In order to calculate the total error for the MSL slope, it is possible to sum the absolute value of the errors or to calculate the quadratic sum, which gives total errors respectively of 0.9 mm/year and 0.5 mm/year. But in both cases, this error is not realistic as it does not take into account the correlation of the errors. Consequently, when estimating the MSL slope it is preferable to use an inverse method [Bretherton, 1976] whose mathematical expression can describe the covariance of the errors and deduce a realistic formal adjustment error which can then be expressed as a confidence interval. In this way, the global MSL error deduced for the T/P and Jason-1 missions between 1993 and 2008 was estimated at +/-0.6 mm/year with a confidence interval of 90%.
|Sources of error in the MSL calculation||Error in the slope of global MSL|
|Orbit determination||+/-0.15 mm/year|
|Wet troposphere||+/-0.30 mm/year|
|Corrections from weather data fields||+/-0.10 mm/year|
|Altimetry parameters||+/-0.10 mm/year|
|SSH bias||+/-0.25 mm/year|
|Total error||+/-0.6 mm/year |
Confidence interval= 90%
Main sources of error affecting the global MSL deduced from the Jason-1 and Topex/Poseidon missions from 1993 to 2008, as well as an estimation of the total error [Ablain et al., 2009 (a)].
Comparison with in-situ measurements
Another approach for describing the MSL error consists in comparing the data with in situ data such as tide gauges or ARGO data (temperature and salinity profiles) [Ablain et al., 2009 (a), (b) and (c)]. The stability of the altimetry system can thus be verified by detecting drifts or leaps in the MSL (see Altimetry/Tide gauges and Altimetry/Argo annual reports).
Evolution of differences between altimetry sea surface heights and SSHs from tide gauges for the Jason-2, Jason-1, Envisat and Topex/Poseidon missions after having applied a low-pass filter (two months).
By taking into account the uncertainty of the estimation method which is close to 0.5 mm/year, caused in particular by the crustal drift of tide gauges and the fact that they only cover the coastline zone, the global error of MSL from Topex and Jason-1 then becomes 0.7 mm/year, in other words it has the same order of magnitude as that of the error budget estimated from all the individual corrections (0.6 mm per year).
This demonstrates in two independent ways the reliability of the global MSL evolution deduced from the Topex and Jason-1 altimetry missions.

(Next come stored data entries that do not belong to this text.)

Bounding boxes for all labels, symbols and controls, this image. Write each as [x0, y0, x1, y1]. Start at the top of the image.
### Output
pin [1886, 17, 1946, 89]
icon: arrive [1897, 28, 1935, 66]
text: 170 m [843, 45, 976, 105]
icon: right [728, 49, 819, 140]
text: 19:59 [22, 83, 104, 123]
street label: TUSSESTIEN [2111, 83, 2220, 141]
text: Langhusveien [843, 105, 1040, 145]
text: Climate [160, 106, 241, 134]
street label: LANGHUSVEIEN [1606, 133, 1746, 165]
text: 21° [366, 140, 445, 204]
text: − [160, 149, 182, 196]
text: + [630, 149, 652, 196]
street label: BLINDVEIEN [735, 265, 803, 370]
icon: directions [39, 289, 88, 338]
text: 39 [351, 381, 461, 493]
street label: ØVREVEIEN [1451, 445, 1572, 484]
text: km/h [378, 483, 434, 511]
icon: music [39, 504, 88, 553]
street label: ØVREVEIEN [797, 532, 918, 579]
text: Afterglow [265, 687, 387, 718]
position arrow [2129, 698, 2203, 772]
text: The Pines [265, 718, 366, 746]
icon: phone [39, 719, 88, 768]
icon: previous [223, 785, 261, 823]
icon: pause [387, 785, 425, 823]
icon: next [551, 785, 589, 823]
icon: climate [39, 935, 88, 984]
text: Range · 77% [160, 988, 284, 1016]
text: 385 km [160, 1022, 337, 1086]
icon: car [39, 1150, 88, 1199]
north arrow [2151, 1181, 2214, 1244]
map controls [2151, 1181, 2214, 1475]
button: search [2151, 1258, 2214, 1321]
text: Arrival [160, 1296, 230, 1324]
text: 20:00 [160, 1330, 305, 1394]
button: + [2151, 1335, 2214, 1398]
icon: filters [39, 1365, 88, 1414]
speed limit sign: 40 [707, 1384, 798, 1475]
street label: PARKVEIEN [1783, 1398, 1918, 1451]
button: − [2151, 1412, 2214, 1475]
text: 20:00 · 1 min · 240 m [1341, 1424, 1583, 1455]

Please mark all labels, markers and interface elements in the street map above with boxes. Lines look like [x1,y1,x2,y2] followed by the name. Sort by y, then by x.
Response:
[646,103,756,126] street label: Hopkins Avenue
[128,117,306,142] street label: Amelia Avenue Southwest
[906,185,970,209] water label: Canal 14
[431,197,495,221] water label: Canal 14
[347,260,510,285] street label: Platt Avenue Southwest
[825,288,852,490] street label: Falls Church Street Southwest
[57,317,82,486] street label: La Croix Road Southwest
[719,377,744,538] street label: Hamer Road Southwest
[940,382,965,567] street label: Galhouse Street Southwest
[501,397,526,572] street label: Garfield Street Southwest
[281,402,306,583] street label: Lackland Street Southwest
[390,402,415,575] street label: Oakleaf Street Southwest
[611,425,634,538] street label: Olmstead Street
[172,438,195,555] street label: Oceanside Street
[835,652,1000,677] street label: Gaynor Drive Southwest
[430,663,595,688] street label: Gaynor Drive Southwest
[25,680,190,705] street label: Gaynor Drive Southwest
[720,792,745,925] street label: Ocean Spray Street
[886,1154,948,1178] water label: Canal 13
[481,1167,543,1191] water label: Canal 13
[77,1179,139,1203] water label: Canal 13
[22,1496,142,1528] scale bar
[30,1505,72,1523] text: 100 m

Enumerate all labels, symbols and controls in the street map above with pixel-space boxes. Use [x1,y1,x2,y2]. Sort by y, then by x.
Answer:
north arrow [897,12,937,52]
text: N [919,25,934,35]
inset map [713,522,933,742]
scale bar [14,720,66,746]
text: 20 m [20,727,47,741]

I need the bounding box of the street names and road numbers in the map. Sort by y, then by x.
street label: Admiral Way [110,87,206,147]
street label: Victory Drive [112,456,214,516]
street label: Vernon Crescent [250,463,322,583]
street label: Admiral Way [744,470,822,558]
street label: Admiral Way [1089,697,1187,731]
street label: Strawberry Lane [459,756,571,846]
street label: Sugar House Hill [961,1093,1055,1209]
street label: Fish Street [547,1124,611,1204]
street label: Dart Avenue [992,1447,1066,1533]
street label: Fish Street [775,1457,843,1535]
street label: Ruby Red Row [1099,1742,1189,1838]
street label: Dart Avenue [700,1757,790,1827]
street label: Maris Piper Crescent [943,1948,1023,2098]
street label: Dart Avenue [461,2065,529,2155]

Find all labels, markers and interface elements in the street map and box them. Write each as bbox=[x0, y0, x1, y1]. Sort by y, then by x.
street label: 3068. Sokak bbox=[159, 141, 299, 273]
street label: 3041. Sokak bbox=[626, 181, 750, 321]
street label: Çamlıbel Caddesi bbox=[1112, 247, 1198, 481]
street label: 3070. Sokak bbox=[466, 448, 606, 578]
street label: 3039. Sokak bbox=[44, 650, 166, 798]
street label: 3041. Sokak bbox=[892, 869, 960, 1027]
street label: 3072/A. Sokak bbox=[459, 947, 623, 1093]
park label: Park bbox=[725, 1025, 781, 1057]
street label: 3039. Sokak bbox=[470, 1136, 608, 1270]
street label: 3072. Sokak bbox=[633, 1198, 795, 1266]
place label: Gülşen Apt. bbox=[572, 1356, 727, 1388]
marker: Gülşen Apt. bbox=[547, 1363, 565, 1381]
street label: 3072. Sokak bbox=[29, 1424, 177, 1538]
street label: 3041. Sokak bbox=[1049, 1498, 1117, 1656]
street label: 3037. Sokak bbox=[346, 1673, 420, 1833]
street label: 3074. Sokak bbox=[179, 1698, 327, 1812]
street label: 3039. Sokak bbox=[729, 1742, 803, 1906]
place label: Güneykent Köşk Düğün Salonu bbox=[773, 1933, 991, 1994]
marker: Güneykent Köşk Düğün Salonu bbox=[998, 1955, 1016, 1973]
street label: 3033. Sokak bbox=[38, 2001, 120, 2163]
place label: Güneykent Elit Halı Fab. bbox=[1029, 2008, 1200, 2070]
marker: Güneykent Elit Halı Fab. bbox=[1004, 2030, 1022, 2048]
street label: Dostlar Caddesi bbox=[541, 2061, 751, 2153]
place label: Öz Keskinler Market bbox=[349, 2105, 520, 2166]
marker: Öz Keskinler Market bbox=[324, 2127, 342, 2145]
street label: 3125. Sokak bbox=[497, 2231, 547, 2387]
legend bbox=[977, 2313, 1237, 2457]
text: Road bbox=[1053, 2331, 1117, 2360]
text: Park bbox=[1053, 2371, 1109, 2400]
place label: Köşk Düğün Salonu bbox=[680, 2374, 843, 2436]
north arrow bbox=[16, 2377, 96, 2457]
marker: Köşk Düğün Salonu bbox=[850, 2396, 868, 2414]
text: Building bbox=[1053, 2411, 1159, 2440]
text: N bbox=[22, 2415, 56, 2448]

Nevertheless, this budget should be refined further in order to estimate the impact of error sources which have not yet been taken into account such as the contribution of the ocean covered by ice and eventually the impact of very long ocean tide periods (18.6 years).
Local errors in MSL slopes
With respect to local errors of MSL slopes, the same statistical approach was applied in order to describe locally the different sources of uncertainty in altimetry data [Ablain et al., 2009 (d)]. This work revealed the strong local impact of inter-annual variability since it accounts for 80% of the formal adjustment error, which demonstrates that the periods of altimetry data are still too short to estimate slopes locally. The residual errors (20%) due to errors in the altimetry system vary essentially according to latitude between 1 and 2 mm/year due to uncertainties in orbit determination and correction for the wet troposphere respectively at high latitudes and in the tropical band. In this case as well, the description of local errors should be refined to take into account in particular the impact of variable gravity fields for the orbit calculation [Cerri et al., 2010] or again uncertainty in zones close to coasts or to ice due to the degradation of the altimetry measurement.
- (a) Ablain, M., A. Cazenave, G. Valladeau, and S. Guinehut. 2009: A new assessment of the error budget of global mean sea level rate estimated by satellite altimetry over 1993-2008. Ocean Sci, 5, 193-201.
- (b) Ablain M., 2009: Error estimation of the regional mean sea level trends from altimetry data. Poster presentation in OCEANOBS09, Venice 2009
- (c) Ablain M. 2009. Quality assessment of tide gauge and altimeter measurements through SSH comparisons. Oral presentation in OSTST, Seattle 2009.
- (d) Ablain M. 2010. Quality assessment of tide gauge and altimeter measurements through SSH comparisons. Oral presentation in ESA Symposium, Bergen 2010.
- Cerri L., Berthias J.P., Bertiger W., Haines B., Lemoine F.G., Mercier F., Ries J.C., Willis P., Zelensky N.P., Ziebart M., 2010. Precision Orbit Determination Standards for the Jason Series of Altimeter Missions. Marine Geodesy 2010.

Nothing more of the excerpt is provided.